Consistent Protocol Implementation: All nodes participating in the swarm MUST implement the same DHT protocol, including support for all defined RPC messages and behaviors.
Bootstrapper Nodes: To join a swarm, a new node MUST know the multiaddresses of at least one existing node participating in the swarm. Dedicated bootstrapper nodes MAY be used to facilitate this process. They SHOULD be publicly reachable, maintain high availability and possess sufficient resources to support the network.

2.2 Client and Server Mode

A node operating in Server Mode (or DHT Server) is responsible for responding to lookup queries from other nodes and storing records. It stores a share of the global DHT state, and needs to ensure that this state is up-to-date.

A node operating in Client Mode (or DHT Client) is simply a client able to make requests to DHT Servers. DHT Clients don't answer to queries and don't store records.

Having a large number of reliable DHT Servers benefits the network by distributing the load of handling queries and storing records. Nodes SHOULD operate in Server Mode if they are publicly reachable and have sufficient resources. Conversely, nodes behind NATs or firewalls, or with intermittent availability, low bandwidth, or limited CPU, RAM, or storage resources, SHOULD operate in Client Mode.
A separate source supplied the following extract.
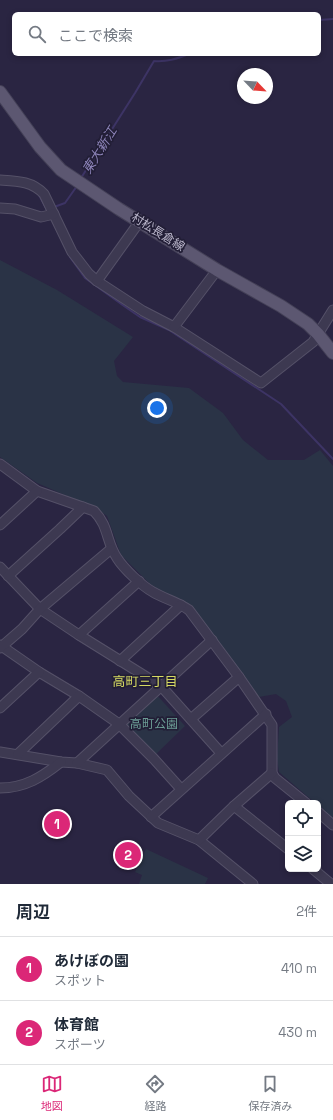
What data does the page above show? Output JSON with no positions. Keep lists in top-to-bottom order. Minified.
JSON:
{"streets":{"main road":["村松長倉線"]},"districts":["高町三丁目"],"water":["東大新江"],"parks":["高町公園"],"north":"bottom right","page":{"search":"ここで検索","pins":["1","2"],"heading":["周辺","2件"],"list":[{"mark":"1","name":"あけぼの園","note":"スポット","value":"410 m"},{"mark":"2","name":"体育館","note":"スポーツ","value":"430 m"}],"nav":["地図","経路","保存済み"]}}
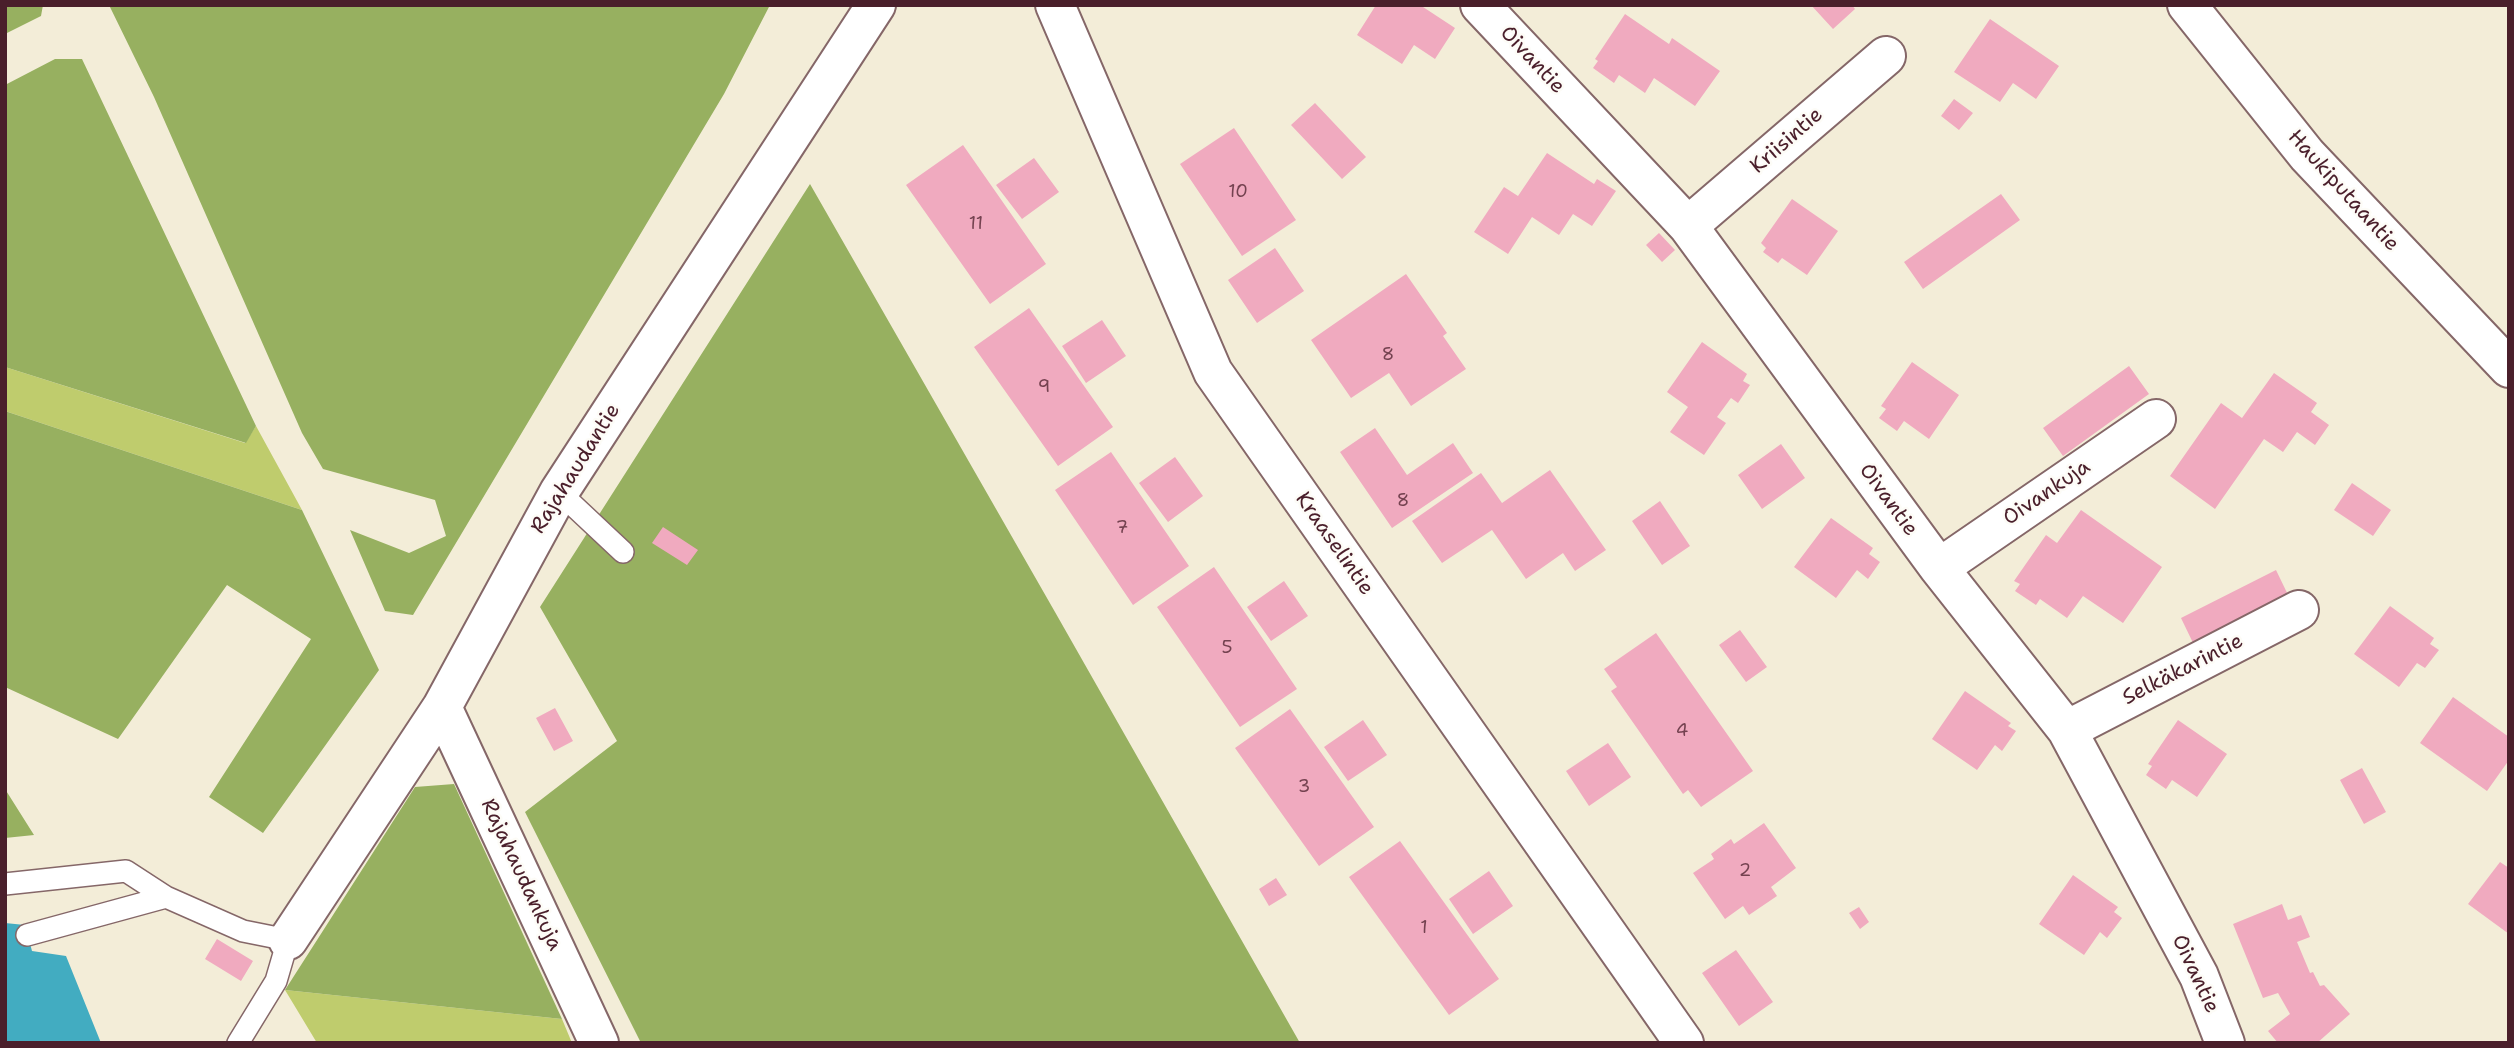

Operating a DHT server without the capacity to respond quickly to queries negatively impacts network performance and SHOULD be avoided.

DHT Servers MUST advertise the libp2p Kademlia protocol identifier via the libp2p identify protocol. In addition DHT Servers MUST accept incoming streams using the libp2p Kademlia protocol identifier.

DHT Clients MUST NOT advertise support for the libp2p Kademlia protocol identifier nor offer the libp2p Kademlia protocol identifier for incoming streams.

DHT Clients MAY Provide Content and Records to the network, content providing is not exclusive to DHT Servers.

2.3 Networking

All nodes MUST run the libp2p network stack.

DHT Servers MUST support the libp2p ping protocol to allow probing by other DHT nodes.

DHT Servers MUST support TCP with Yamux multiplexing and SHOULD support QUIC over UDP as a modern alternative to TCP. For secure communication, DHT Servers MUST support both TLS and Noise. It is essential that all DHT Servers are able to open a connection to each other. Additionally, DHT Servers SHOULD support WebRTC direct, Secure WebSockets and WebTransport. DHT Servers adoption of browser-based transports is encouraged to allow for browser-based DHT Clients to interact with the DHT.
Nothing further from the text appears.